It's used more in gastrointestinal tumors, but it's very active. I takes this chemotherapy and it attaches it to an antibody that then targets a protein that's frequently expressed on triple-negative breast cancer cells called TROP-2. It delivers the chemotherapy selectively to those overexpressing cells, the cancer cells. In the parent trial, it was very successful, but those are very pretreated patients. The interest in this subset analysis was in those patients who had early relapse within a year of chemotherapy, meaning some evidence that their cancer wasn't sensitive to the chemotherapy. Those patients who had early relapse and only one line of therapy before entering the trial were examined. There were only 65 of them, but basically they appeared to have the same benefit of the sacituzumab over the free chemotherapy that you give either by vein or orally, as in the parent trial. It seems to supersede what we might consider to be kind of primary resistance, which I think is good. It's particularly good because sacituzumab govitecan (Trodelvy) is actually being studied, moving kind of earlier in lines of therapy, including in the residual disease setting. So that gives us some sense that it actually is going to continue to have equal efficacy across earlier lines of treatment.

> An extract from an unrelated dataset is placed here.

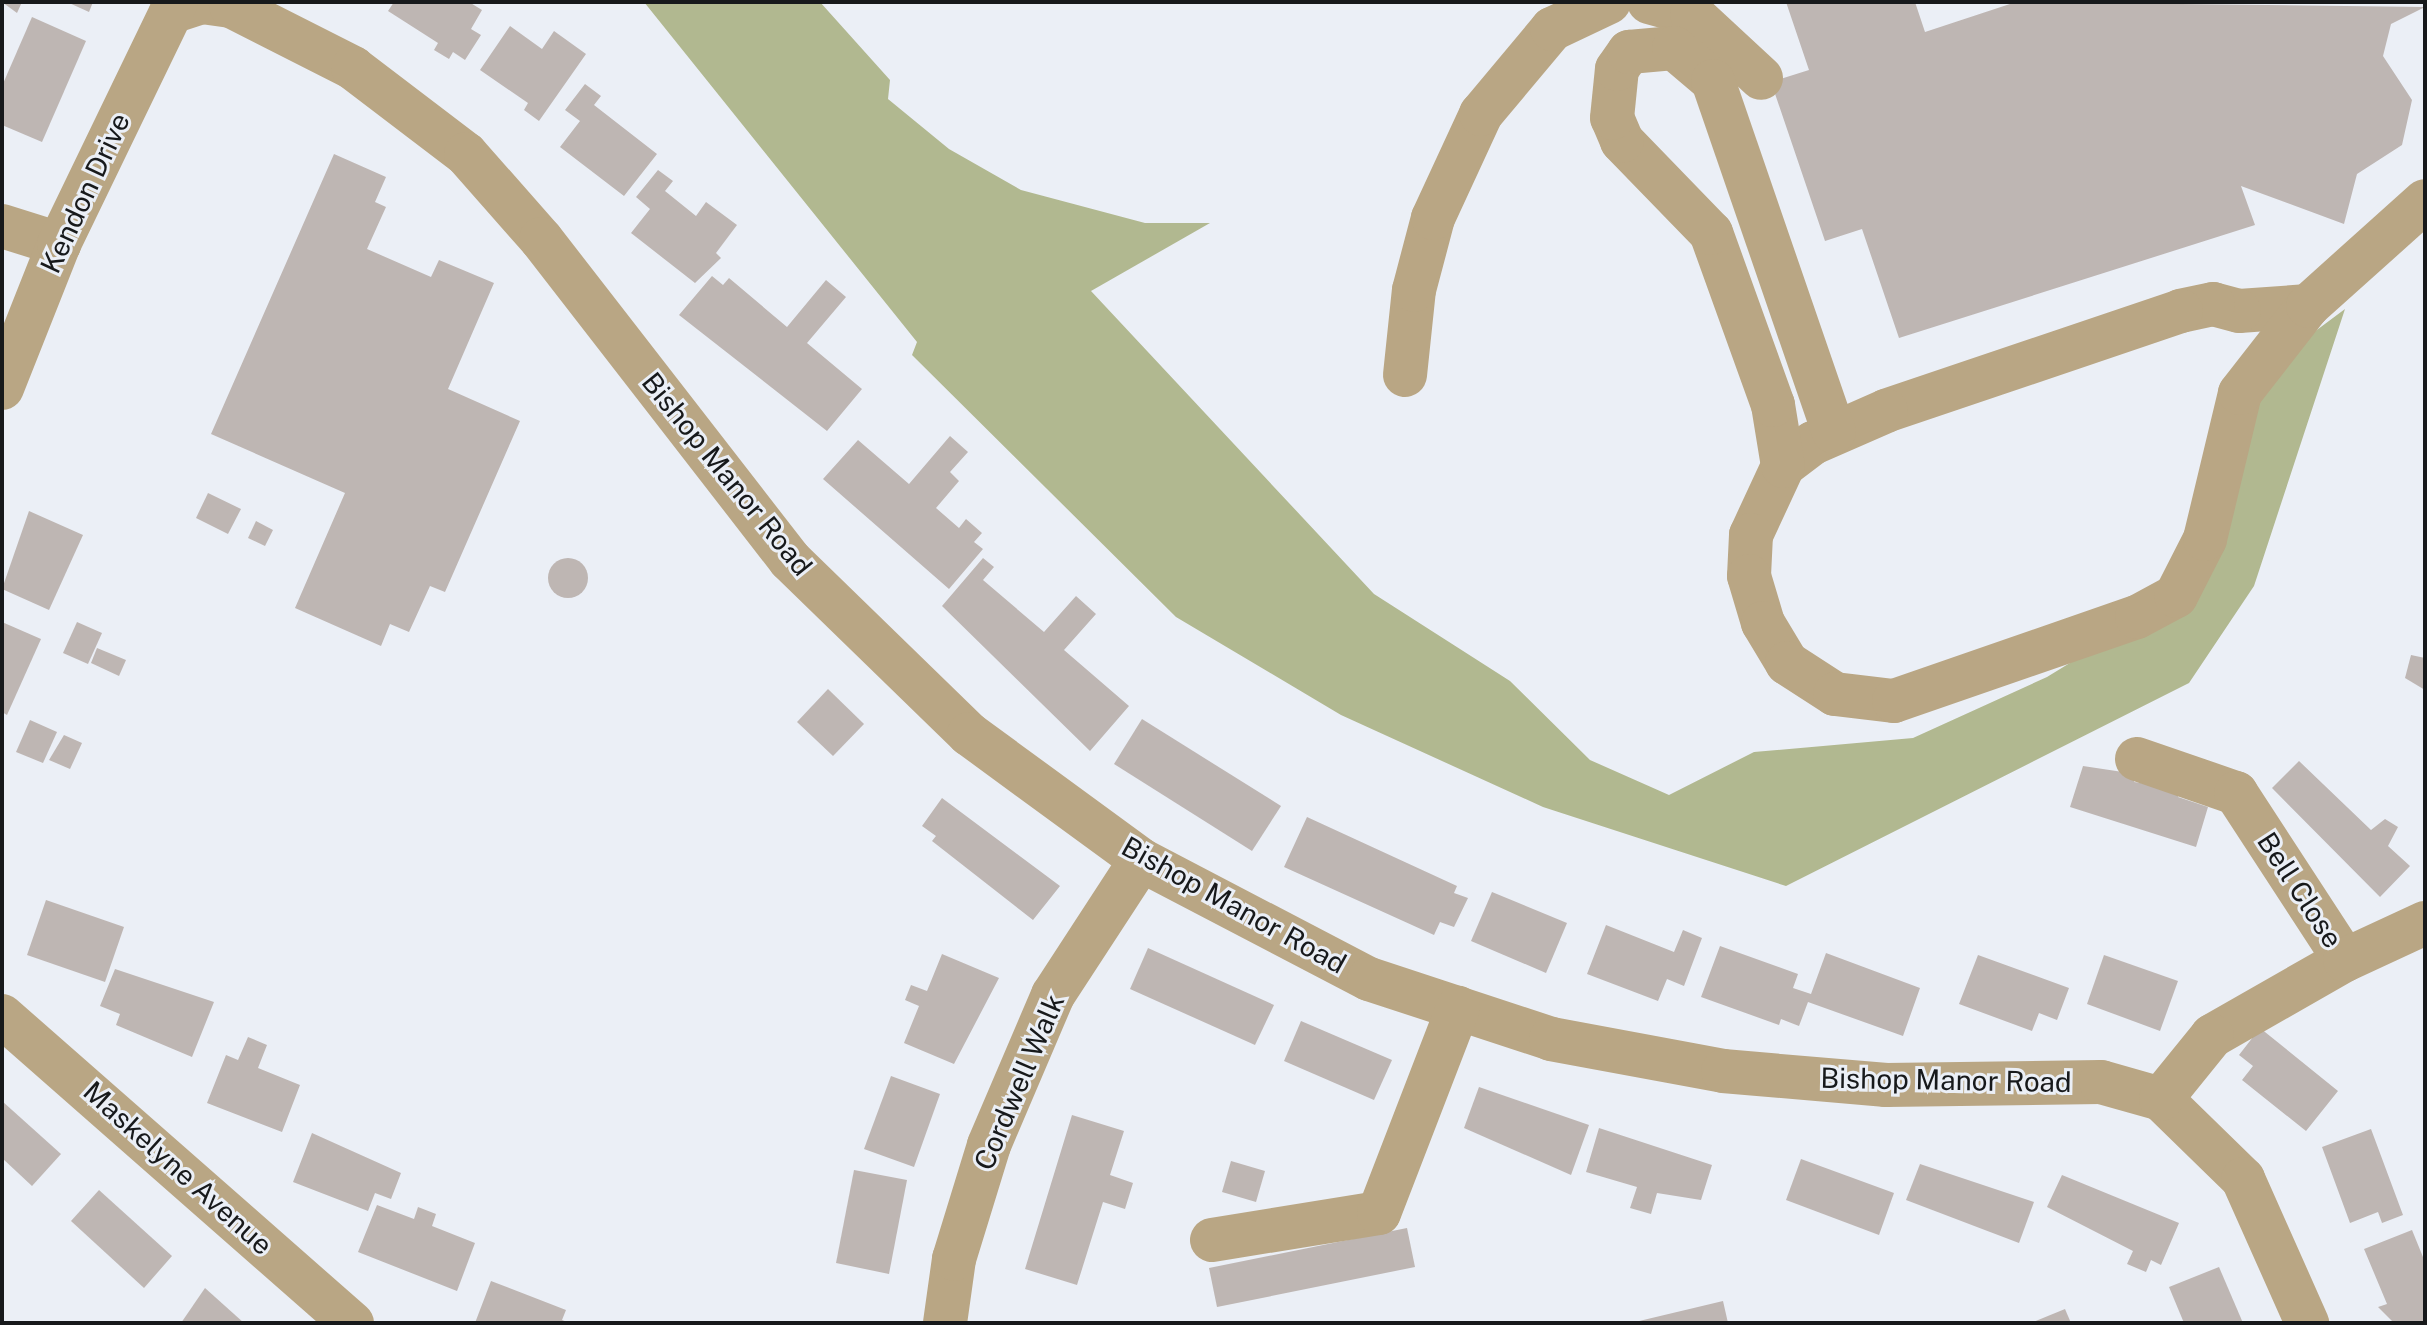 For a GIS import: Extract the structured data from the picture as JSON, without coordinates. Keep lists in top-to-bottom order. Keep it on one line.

Catherine L. Ormerod, MSS, MLSP (10:53):

Interesting. That is promising. So as in many past ASCO meetings, there has been news about CDK 4/6 inhibitors are. What was the news about CDK 4/6 inhibitors at the 2021 meeting?

Lisa A. Carey, MD, FASCO (11:15):

Yeah, I think the main news was a long-term mature evaluation of overall survival impact of adding CDK 4/6 inhibitors to a drug called fulvestrant or Faslodex in patients. In one study they had to have progressed on a previous anti-estrogen therapy; in the other, they could either be from the beginning or after progression, but always with fulvestrant. In both cases, the survival advantage was confirmed. It was a several-month advantage adding the CDK 4/6 inhibitor to fulvestrant. What that doesn't tell us is whether it's better to give it later or give it earlier. The two trials that were presented were called PALOMA-3 and MONALEESA-3. One involved the CDK 4/6 inhibitor is palbociclib; the other involved ribociclib.

Lisa A. Carey, MD, FASCO (12:18):

But they basically had very similar advantages in terms of survival improvement with the addition. If you looked at the group in MONALEESA-3, that were first-line, treated as the first anti-estrogen therapy that they received, it actually looked like they were doing particularly well, which is what we expect with first-line therapy. And to be honest in the United States, most people get their CDK 4/6 inhibitor added to their first-line therapy, which is usually not fulvestrant, it's an aromatase inhibitor, but, taken in toto, I think it suggests that these drugs are highly active regardless of prior therapy, regardless of which anti-estrogen therapy you add them to. And they do provide a survival advantage. I wasn't terribly surprised, but it's very reassuring.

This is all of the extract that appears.